David P. Rapaport is a board certified plastic surgeon in private practice in Manhattan, New York. Dr. Rapaport was Chief Resident at Harvard Medical School and later the Chief Resident at the Plastic Surgery Institute of Reconstructive Plastic Surgery at New York University Medical Center. Additionally he is a member of the American Board of Plastic Surgery, American Society of Plastic Surgeons, American Society for Aesthetic Plastic Surgery, American Medical Association, American Society of Plastic and Reconstructive Surgeons, and the Plastic Surgery Research Council.
Q: When is scar revision / excision the best option for acne scarring?
A: Scar revision can be particularly rewarding when the acne scar is deep and sharply demarcated. Typically we call such scars ice-pick scars. Large depressed scars are also a good candidate for this procedure. Though depressed scars respond well to facial fillers.
Q: Won’t this leave the patient with another scar? Why is this a good option?
A: Great question. It is important to understand what makes some scars more noticeable then others. What people don’t immediately realize is that it is not the scar which is noticeable – it is the shadow of the scar. When the scar is protruding or indented or wide it is more noticeable. The goal with scar revision is to substitute those scars with scars that are a fine line – it is much less noticeable. Additionally, after scar excision if the patient elected for additional treatments such as laser the result is dramatic.

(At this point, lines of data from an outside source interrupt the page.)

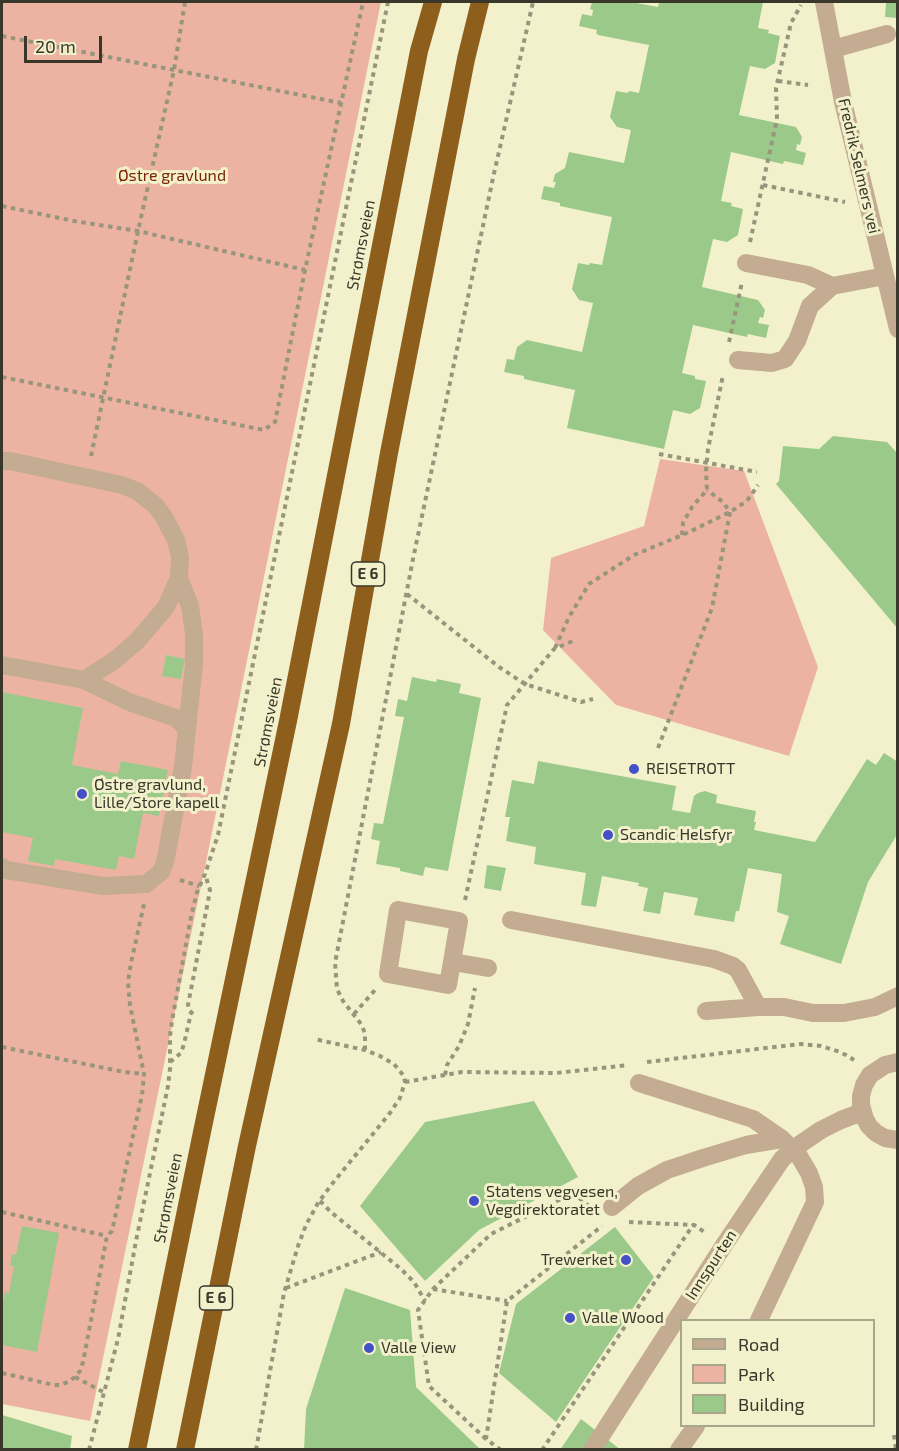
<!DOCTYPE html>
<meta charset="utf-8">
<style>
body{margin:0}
#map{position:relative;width:899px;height:1451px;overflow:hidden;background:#f3f1cc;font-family:"Exo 2",sans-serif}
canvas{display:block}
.frame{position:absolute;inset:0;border:3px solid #383729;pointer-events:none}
.legend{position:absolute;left:680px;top:1319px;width:195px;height:108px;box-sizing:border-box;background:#f3f1cc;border:2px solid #a8a78b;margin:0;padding:8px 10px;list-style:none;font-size:18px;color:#383729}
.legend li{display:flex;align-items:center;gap:12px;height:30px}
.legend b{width:30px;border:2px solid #a8a78b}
.scale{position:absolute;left:24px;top:36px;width:78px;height:27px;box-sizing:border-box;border:3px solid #383729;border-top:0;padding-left:8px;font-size:18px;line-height:21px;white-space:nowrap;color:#383729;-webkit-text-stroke:4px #f3f1cc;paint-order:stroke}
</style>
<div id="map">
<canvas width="899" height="1451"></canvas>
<div class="frame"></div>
<ul class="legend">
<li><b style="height:8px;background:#c3ac92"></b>Road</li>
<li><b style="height:16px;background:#edb3a2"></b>Park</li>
<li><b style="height:16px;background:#9ac98a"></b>Building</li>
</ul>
<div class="scale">20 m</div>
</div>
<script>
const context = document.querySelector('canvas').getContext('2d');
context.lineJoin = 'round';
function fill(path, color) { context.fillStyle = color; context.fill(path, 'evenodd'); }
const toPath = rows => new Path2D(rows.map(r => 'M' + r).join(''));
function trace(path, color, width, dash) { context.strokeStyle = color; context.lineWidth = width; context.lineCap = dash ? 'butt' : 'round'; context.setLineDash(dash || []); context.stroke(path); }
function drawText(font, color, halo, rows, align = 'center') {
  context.font = font + ' "Exo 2",sans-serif'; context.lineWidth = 6; context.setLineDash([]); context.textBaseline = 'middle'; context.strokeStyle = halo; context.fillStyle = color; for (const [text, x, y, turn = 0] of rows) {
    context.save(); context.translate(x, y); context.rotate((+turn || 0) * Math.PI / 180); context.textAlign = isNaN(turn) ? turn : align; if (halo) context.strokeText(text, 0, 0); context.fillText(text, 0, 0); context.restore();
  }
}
fill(toPath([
 [2,2,381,2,206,862,90,1421,2,1404],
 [660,459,744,471,818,667,789,756,616,705,543,630,551,558,644,526]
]), '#edb3a2');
fill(toPath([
 [592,2,631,2,658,7,659,2,763,2,758,28,769,30,768,33,780,36,775,63,765,69,750,66,739,115,796,127,802,137,800,145,797,144,796,150,806,153,803,165,784,161,783,164,731,152,721,201,732,203,731,206,743,209,738,235,727,242,713,239,702,287,758,300,765,310,763,318,760,317,758,323,769,325,766,338,748,334,747,337,693,325,682,373,695,376,695,379,706,381,700,408,690,414,673,410,664,449,567,428,575,390,524,379,524,376,504,372,507,359,514,360,517,347,527,340,582,352,593,303,579,300,572,289,578,263,589,265,590,263,602,265,612,217,560,206,560,203,541,199,544,186,554,188,556,182,553,182,555,174,565,168,569,152,624,163,631,130,617,127,610,117,616,91,628,93,629,91,639,93,649,45,598,35,596,33,597,30,579,26,582,14,592,16,593,10,590,9],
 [886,2,898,2,898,18,885,17],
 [833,436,887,442,898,454,898,629,776,484,779,481,783,446,819,449],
 [166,655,185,659,181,679,162,676],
 [412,677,436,682,437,679,461,684,459,693,481,698,448,871,425,867,423,876,400,871,400,868,376,864,380,841,371,839,374,823,383,824,404,717,395,716,398,699,407,701],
 [2,692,83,708,72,765,118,774,121,761,168,770,159,816,143,813,134,859,119,856,116,870,55,859,54,866,28,861,33,838,2,832],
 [884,753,898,762,898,833,868,882,841,964,780,944,789,916,777,912,782,874,748,868,739,911,736,911,734,922,694,915,698,898,664,892,660,914,643,911,648,888,638,886,639,883,602,876,596,907,581,905,586,873,534,864,536,847,506,841,510,817,505,817,512,780,534,784,538,761,676,786,672,810,690,813,694,796,698,793,705,791,717,795,716,803,756,811,754,822,756,822,754,830,815,842,867,759,876,765],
 [487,865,506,868,501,891,484,888],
 [534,1101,578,1177,479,1230,425,1281,360,1206,425,1122],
 [22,1226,59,1233,37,1352,2,1345,2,1308,5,1292,9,1293,14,1266,10,1266,12,1254,16,1255],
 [615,1227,654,1277,556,1422,499,1373,516,1304],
 [345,1288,410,1310,416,1387,481,1450,304,1450,306,1409],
 [2,1415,72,1436,70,1450,2,1450],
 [581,1419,621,1450,560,1450]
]), '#9ac98a');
trace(toPath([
 [2,36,341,103],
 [778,81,808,85],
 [763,185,845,202],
 [2,206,74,221,138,231,305,270],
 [750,242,777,119,776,88,791,23,801,5],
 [729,342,742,282],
 [2,377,264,430,275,422,305,270,363,2],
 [659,454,757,472],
 [91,456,138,231,174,70,185,2],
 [682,535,683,523,692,507,707,490,706,471,708,449,723,375],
 [407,594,499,667,525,684,581,702,593,699],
 [555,648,569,617,589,584,634,555,687,533,730,512,747,501,758,485],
 [658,748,712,608,730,512,723,502,707,490],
 [180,880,199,886],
 [465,900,507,705,554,649,573,641],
 [193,1014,189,1010,188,1005,209,896,210,890,205,874],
 [354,1014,375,990],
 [2,1047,124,1072,144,1074],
 [365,1050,365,1033,361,1024,343,1001,337,989,335,963,413,559,493,178,533,2],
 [170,1062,181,1053,184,1044,191,1013],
 [647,1062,800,1044,821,1046,837,1051,846,1055,854,1060],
 [445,1075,447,1065,459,1046,468,1024,475,988],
 [405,1082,462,1072,556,1073,628,1065],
 [320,1201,332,1213,401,1269,414,1282,425,1301],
 [2,1212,107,1236],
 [629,1222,694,1225,706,1233],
 [286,1288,381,1252],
 [433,1289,507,1301],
 [2,1373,54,1385,60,1385,68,1382,75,1377,80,1371,83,1362,107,1236,112,1231,142,1095,144,1074,130,1005,128,982,131,963,144,904],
 [75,1377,105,1393],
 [894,1435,896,1450],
 [486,1439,429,1386,418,1310,433,1289,491,1234,573,1193,590,1207],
 [89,1450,118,1339,136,1241,168,1086,170,1069,170,1036,172,1021,191,917,197,892,205,874,218,835,388,2],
 [256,1450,284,1293,298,1246,306,1225,318,1203,332,1184,390,1113,400,1098,405,1082,404,1076,394,1064,380,1056,365,1050,314,1039],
 [501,1450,486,1439,507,1301,602,1226],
 [542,1450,693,1225]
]), '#97967c', 4, [4.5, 4.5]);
trace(toPath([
 [824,2,843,102,898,329],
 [833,49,887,34],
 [746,263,808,275,832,286,885,276],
 [738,360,772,363,785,359,797,341,810,306,832,286],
 [2,461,10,461,122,485,137,491,156,506,164,517,176,540,180,557,179,578,166,607,137,641,115,660,84,680,2,665],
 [179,578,190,606,194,634,194,664,187,729],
 [2,867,6,870,103,886,146,884,161,872,165,862,183,767,187,729,176,718,129,702,84,680],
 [398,910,459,921,448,985,388,974,398,910],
 [511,920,714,959,733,966,738,970,758,1007],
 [453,962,488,968],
 [706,1011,758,1007,784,1007,813,1013,844,1013,875,1007,898,996],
 [898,1062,885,1065,870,1075,864,1085,861,1096,861,1105,865,1119,869,1126,876,1133,885,1138,898,1140],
 [639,1083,753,1119,782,1139],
 [612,1207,638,1186,667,1170,703,1158,746,1145,782,1139,799,1156,809,1173,814,1187,815,1202,759,1320],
 [592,1450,724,1245,782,1159,793,1149,821,1130,841,1120,862,1112],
 [679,1450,696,1426]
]), '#c3ac92', 18);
trace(toPath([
 [137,1450,202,1132,288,721,419,51,433,2],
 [185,1450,247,1146,341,724,389,453,466,59,480,2]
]), '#8d5e1c', 18);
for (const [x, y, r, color] of [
 [634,769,6,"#4251c5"],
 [82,794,6,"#4251c5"],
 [608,835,6,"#4251c5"],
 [474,1201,6,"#4251c5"],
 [626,1260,6,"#4251c5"],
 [570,1318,6,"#4251c5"],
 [369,1348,6,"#4251c5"]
]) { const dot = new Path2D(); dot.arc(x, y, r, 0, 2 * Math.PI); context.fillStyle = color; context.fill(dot); trace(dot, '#f3f1cc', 2); }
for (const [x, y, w] of [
 [368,574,33],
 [216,1298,33]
]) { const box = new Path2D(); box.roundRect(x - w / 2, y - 12, w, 24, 4.5); context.fillStyle = '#f3f1cc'; context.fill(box); trace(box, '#383729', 1.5); }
drawText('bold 15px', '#383729', null, [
 ["E 6",368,574],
 ["E 6",216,1298]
]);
drawText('16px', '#383729', '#f3f1cc', [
 ["Fredrik Selmers vei",859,166,77],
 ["Strømsveien",361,245,-79],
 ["Strømsveien",268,722,-79],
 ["Strømsveien",168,1198,-79],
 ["Innspurten",711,1265,-57]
]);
drawText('16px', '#7c2102', '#f3f1cc', [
 ["Østre gravlund",172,176]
]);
drawText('16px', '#383729', '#f3f1cc', [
 ["REISETROTT",646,769],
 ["Østre gravlund,",94,785],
 ["Lille/Store kapell",94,803],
 ["Scandic Helsfyr",620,835],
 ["Statens vegvesen,",486,1192],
 ["Vegdirektoratet",486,1210],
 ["Trewerket",614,1260,"right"],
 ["Valle Wood",582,1318],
 ["Valle View",381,1348]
], 'left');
</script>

Q: But ice-picks are so small. Would the excision lead to a larger scar?
A: You don’t operate on ice-pick scars that are extraordinarily small. The typical ice-pick that we operate on is from 1 ½ mm – 4 mm. The problems with these scars are that they are so depressed that they cast a shadow and require very heavy make-up to cover. A fine line is easy to cover and, again, is less noticeable.

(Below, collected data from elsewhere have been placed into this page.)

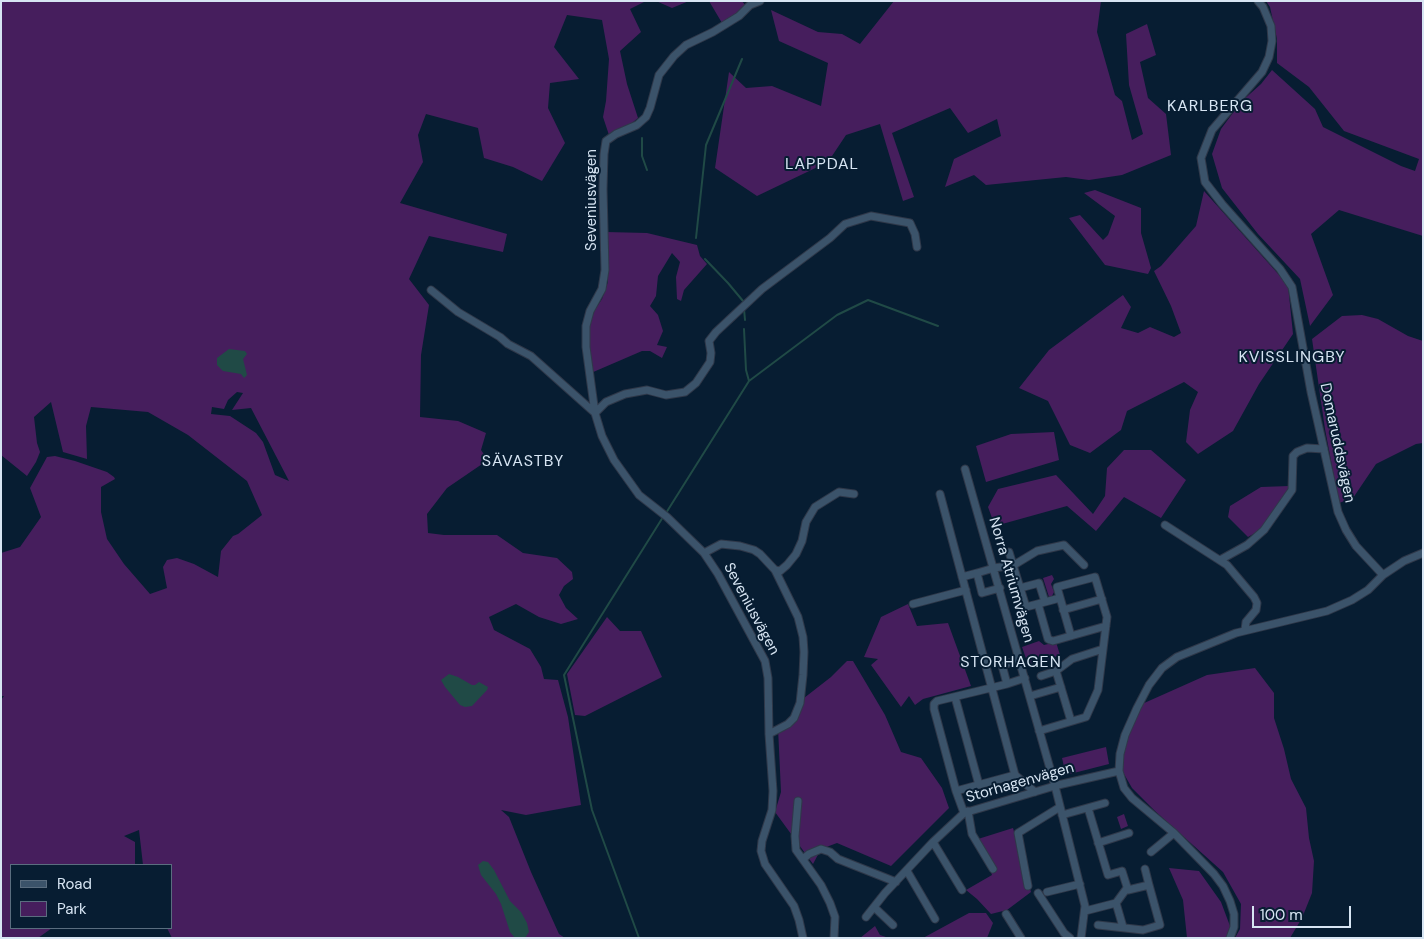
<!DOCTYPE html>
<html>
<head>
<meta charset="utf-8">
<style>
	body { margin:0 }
	#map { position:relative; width:1424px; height:939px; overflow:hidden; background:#071d32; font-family:"DM Sans",sans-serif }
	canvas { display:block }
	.frame { position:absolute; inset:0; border:2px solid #d7e5f3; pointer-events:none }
	.legend { position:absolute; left:10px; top:864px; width:162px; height:65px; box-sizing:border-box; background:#071d32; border:1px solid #5a6d7f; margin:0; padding:6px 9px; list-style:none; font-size:15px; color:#d7e5f3 }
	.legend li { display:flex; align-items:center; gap:10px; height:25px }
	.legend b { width:25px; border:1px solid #5a6d7f }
	.scale { position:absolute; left:1252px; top:906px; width:99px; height:22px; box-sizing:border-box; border:2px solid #d7e5f3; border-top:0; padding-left:6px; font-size:15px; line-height:18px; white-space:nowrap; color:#d7e5f3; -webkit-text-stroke:4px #071d32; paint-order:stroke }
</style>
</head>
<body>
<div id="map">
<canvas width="1424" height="939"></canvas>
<div class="frame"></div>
<ul class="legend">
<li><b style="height:6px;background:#3b536a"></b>Road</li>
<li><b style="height:14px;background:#461e5d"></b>Park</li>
</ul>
<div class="scale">100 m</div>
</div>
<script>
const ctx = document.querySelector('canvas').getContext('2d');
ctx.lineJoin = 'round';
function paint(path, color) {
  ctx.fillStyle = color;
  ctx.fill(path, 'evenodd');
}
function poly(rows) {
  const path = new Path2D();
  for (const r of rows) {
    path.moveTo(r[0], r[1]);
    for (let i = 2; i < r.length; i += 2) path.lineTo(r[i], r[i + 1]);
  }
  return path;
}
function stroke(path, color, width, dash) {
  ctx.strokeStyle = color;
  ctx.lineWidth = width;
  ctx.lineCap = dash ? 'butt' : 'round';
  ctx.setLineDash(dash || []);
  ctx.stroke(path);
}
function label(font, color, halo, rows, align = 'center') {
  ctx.font = font + ' "DM Sans",sans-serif';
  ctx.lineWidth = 4;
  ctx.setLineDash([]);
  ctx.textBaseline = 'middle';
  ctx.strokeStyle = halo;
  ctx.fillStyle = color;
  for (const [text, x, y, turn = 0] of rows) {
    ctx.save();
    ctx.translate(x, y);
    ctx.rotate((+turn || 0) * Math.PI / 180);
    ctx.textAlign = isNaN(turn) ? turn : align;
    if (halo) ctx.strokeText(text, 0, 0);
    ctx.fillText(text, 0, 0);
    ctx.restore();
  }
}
paint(poly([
	[1,1,646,1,630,9,641,32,620,51,627,84,638,118,627,127,609,135,603,117,606,101,609,59,602,20,567,15,554,47,579,79,550,83,548,108,565,143,542,181,513,167,484,158,478,128,426,114,418,135,423,162,400,203,507,234,503,252,429,236,409,279,429,305,421,355,420,417,458,421,486,433,481,450,488,460,447,488,427,514,428,533,444,535,497,535,523,553,557,558,572,572,573,579,564,586,559,595,566,608,578,619,561,624,539,617,516,604,489,617,494,630,530,649,541,667,544,679,558,680,568,717,581,805,526,815,501,810,509,817,531,872,559,934,565,938,172,938,167,928,171,928,171,865,143,865,139,830,124,836,135,842,135,865,11,865,11,928,52,928,38,938,1,938,1,700,4,696,1,696,1,553,20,547,41,517,30,488,47,457,55,456,75,461,107,472,114,477,115,479,101,487,101,512,107,539,124,564,150,594,167,588,163,567,167,560,177,558,194,564,218,577,221,551,233,536,238,534,262,515,247,481,188,435,148,412,91,407,86,426,87,459,63,452,51,402,34,417,37,443,40,452,36,462,27,476,1,455],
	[237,392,243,393,232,410,251,408,289,481,275,475,263,442,256,433,230,416,211,414,212,407,224,409,228,400],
	[656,1,689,1,672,8],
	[709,1,742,1,745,5,735,15,722,23],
	[894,1,1101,1,1097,32,1115,95,1122,101,1132,140,1143,134,1129,85,1126,34,1147,24,1156,55,1140,62,1148,98,1166,114,1171,155,1122,175,1089,180,1066,177,986,185,974,175,945,187,954,159,1001,136,997,119,968,133,950,108,892,133,914,197,903,201,880,124,846,135,828,162,757,196,715,168,729,72,746,88,772,86,821,106,828,63,779,41,771,10,818,32,842,34,860,44],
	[1266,1,1423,1,1423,236,1339,210,1311,234,1333,295,1310,326,1300,279,1258,234,1222,188,1212,154,1221,129,1241,102,1261,84,1272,70,1315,109,1323,127,1401,166,1415,171,1419,159,1344,131,1309,87,1277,63,1277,39,1270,7],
	[1095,190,1141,208,1141,233,1151,268,1148,274,1105,265,1069,218,1080,215,1103,240,1108,235,1115,216,1084,193],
	[1204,191,1288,285,1293,334,1259,384,1233,431,1198,454,1186,442,1190,410,1198,392,1184,382,1127,411,1121,430,1090,453,1070,445,1048,401,1019,388,1049,350,1123,295,1131,307,1121,328,1138,333,1150,327,1174,337,1181,333,1171,306,1154,271,1161,266,1196,226],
	[606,232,647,233,697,245,700,256,707,264,684,290,681,301,677,299,676,277,680,262,672,253,658,276,656,296,650,306,658,315,663,331,657,345,667,347,662,358,650,351,642,351,591,373,587,336,592,314,602,299,608,282],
	[1362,315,1378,319,1408,336,1423,341,1423,443,1416,444,1376,464,1353,498,1339,503,1325,429,1312,339,1342,316],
	[1054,432,1059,460,986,482,976,446,1011,434],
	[1124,450,1151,450,1186,480,1161,518,1124,497,1096,531,1067,506,995,526,988,507,998,489,1056,475,1093,514,1105,496,1107,468],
	[1289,486,1288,492,1262,529,1248,537,1228,517,1230,506,1261,487],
	[1052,575,1054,579,1051,584,1054,592,1052,596,1049,597,1043,578],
	[908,604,917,626,948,623,971,686,923,699,915,705,909,696,901,707,871,665,878,659,864,657,881,617],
	[607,617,620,631,641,631,662,677,585,716,575,715,567,674],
	[1039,641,1044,645,1056,642,1060,655,1029,667,1022,647],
	[847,661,853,661,885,715,901,752,921,758,942,788,949,808,891,866,837,843,821,849,813,864,775,812,781,792,778,728,789,719,804,698,831,677],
	[1255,668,1274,693,1274,718,1284,749,1291,779,1306,808,1309,838,1314,861,1312,893,1302,918,1290,938,1235,938,1240,929,1241,904,1223,872,1155,811,1132,788,1120,767,1124,743,1142,704,1207,675],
	[1106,747,1109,764,1066,775,1062,758],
	[1124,814,1128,826,1121,829,1117,817],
	[1013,828,1031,892,1007,910,991,914,977,899,966,890,992,875,978,839],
	[1169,868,1199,871,1221,902,1230,926,1226,938,1187,938,1183,900],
	[969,913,986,913,993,923,987,938,923,938],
	[875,926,880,935,889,938,860,938]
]), '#461e5d');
paint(poly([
	[229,349,245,351,247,354,243,359,247,375,244,378,241,374,223,371,217,365,217,358],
	[449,674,458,677,472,685,475,685,479,682,488,687,487,690,472,706,465,707,460,705,445,687,441,680],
	[483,861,488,862,494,870,510,901,521,912,527,923,529,932,525,938,515,938,510,932,501,904,496,894,481,875,478,865]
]), '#204a46');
stroke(poly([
	[642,138,642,156,647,170],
	[696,238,706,145,742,59],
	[705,259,728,283,743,301],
	[744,309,745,320],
	[744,329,746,370,749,381],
	[666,513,749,381,837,315,868,300,938,326],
	[639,938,592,810,564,675,663,517]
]), '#204a46', 2);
const minor = poly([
	[760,1,750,5,739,16,713,32,686,45,674,56,659,75,650,108,646,117,637,125,616,134,606,141,604,154,603,189,605,270,602,289,590,311,586,326,586,347,595,413,602,436,614,460,639,495,667,517,704,553,718,574,765,661,768,678,769,734,773,791,772,810,762,841,761,851,765,864,794,906,799,920,803,938],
	[1258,1,1263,7,1271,26,1272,41,1269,57,1262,72,1212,130,1201,158,1205,182,1222,204,1280,269,1292,287,1311,392,1338,512,1346,530,1356,546,1383,575],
	[431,290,458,312,500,337,508,344,531,356,595,413,606,402,625,394,647,390,666,395,685,392,696,383,710,362,711,353,709,341,716,332,762,289,830,238,845,224,871,216,910,223,915,234,917,247],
	[965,469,1055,786,1085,906,1081,938],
	[940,494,1015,775],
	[1165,525,1227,565,1254,597,1257,603,1256,610,1246,622,1245,630],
	[1009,552,1026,607,1045,602,1039,583,1020,588],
	[704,553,721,544,740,546,754,550,760,554,775,570,798,617,803,637,804,652,803,675,800,703,794,718,788,724,769,734],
	[1220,560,1247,545,1264,530,1292,490,1293,456,1297,452,1307,448,1324,449],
	[775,570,780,571,787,565,796,554,802,541,806,522,815,507,839,492,854,494],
	[962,577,977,573],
	[1000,588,982,593,977,573,994,568,1014,565,1037,551,1064,545,1084,565],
	[1045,602,1060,598],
	[913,604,966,590],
	[1038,604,1048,639,1050,640,1053,641,1106,626],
	[1063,610,1102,599],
	[1019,660,1002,665,1007,684,1025,678],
	[1056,671,1071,721],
	[1041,676,1056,671,1072,659,1103,649],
	[1030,696,1061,687],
	[955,697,979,785],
	[1039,731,1086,717,1098,690,1107,617,1095,577,1057,587,1071,636],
	[956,791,934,709,934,704,937,701,1007,684],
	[798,801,795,836,796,850,821,885,830,903,835,917,834,938],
	[1088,808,1108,875,1122,871,1128,890,1149,885,1160,925,1143,930,1098,925],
	[968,811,972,834,993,869],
	[964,813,956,791,1015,775,1035,792],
	[1062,815,1105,803],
	[933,842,962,890],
	[1098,843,1129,833],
	[1151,852,1174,833],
	[803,859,809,854,821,849,830,852,838,859,896,882],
	[1145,869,1149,885],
	[907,871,935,919],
	[1028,886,1018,833,1060,807],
	[1047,892,1080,884],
	[1038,893,1064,933,1070,938],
	[1116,903,1127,888],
	[874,907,893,925],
	[1085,911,1116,903,1123,927],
	[1006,914,1021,938],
	[866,917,885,893,933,842,964,813,1058,785,1119,771],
	[1230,938,1234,927,1234,914,1230,901,1223,886,1214,874,1174,833,1132,798,1124,788,1119,771,1120,754,1125,735,1137,708,1149,685,1162,668,1177,657,1236,633,1327,611,1352,600,1368,590,1383,575,1404,561,1423,553]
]);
stroke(minor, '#2f3849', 9);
stroke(minor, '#3b536a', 7);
label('15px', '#d7e5f3', '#071d32', [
	["Seveniusvägen",592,200,-90],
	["Domaruddsvägen",1337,443,78],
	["Norra Atriumvägen",1011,580,74],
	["Seveniusvägen",751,609,62],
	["Storhagenvägen",1020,783,-16]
]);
ctx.letterSpacing = '1px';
label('16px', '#d7e5f3', '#071d32', [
	["KARLBERG",1210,107],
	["LAPPDAL",822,165],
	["KVISSLINGBY",1292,358],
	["SÄVASTBY",523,462],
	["STORHAGEN",1011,663]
]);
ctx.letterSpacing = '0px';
</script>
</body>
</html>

Q: What are the common types of acne scars that you treat?
A: The most common acne scarring in general is wide and superficial scarring which can cover a broad area of skin and these scars for obvious reason have no direct surgical treatment because the problem lies with a very large surface of skin.
Q: How do you treat those types of scars?
A: Those types of scars are generally treated with resurfacing techniques.
Which means we are not removing the tissue because there is too much of it to be removed, but instead we are trying to polish the surface so it will look smoother and more pleasing. Different technologies have tried to accomplish the same goals. These technologies include CO2 resurfacing, Erbium laser resurfacing, and various other modalities including most recently Fraxel.
Q: These lasers are ablative. What is the down-time with these procedures typically?
A: You are looking at about a week of serious down-time meaning raw potentially painful skin and several weeks of redness. What is unique about newer treatments such as Fraxel is that the down-time is less severe. The question is if the results are sufficient.
Q: With these ablative lasers how much improvement can be expected?
A: It really depends on the case. An experienced doctor can give you a realistic idea of how much you can expect to improve. Damaged and scarred skin can be improved but it can never be truly replaced with healthy unscarred skin. In general these treatments give the acne scarred face a much better appearance.
Q: What about Zplasty or Flap reconstruction?
A: One of the biggest issues that determine how noticeable a scar is on the face is the direction of the scar. When a scar follows the direction of normal skin creases it is much less noticeable then when it goes across the normal grooves and creases of the skin. Operations like Zplasty are designed essentially to alter the direction of the scar.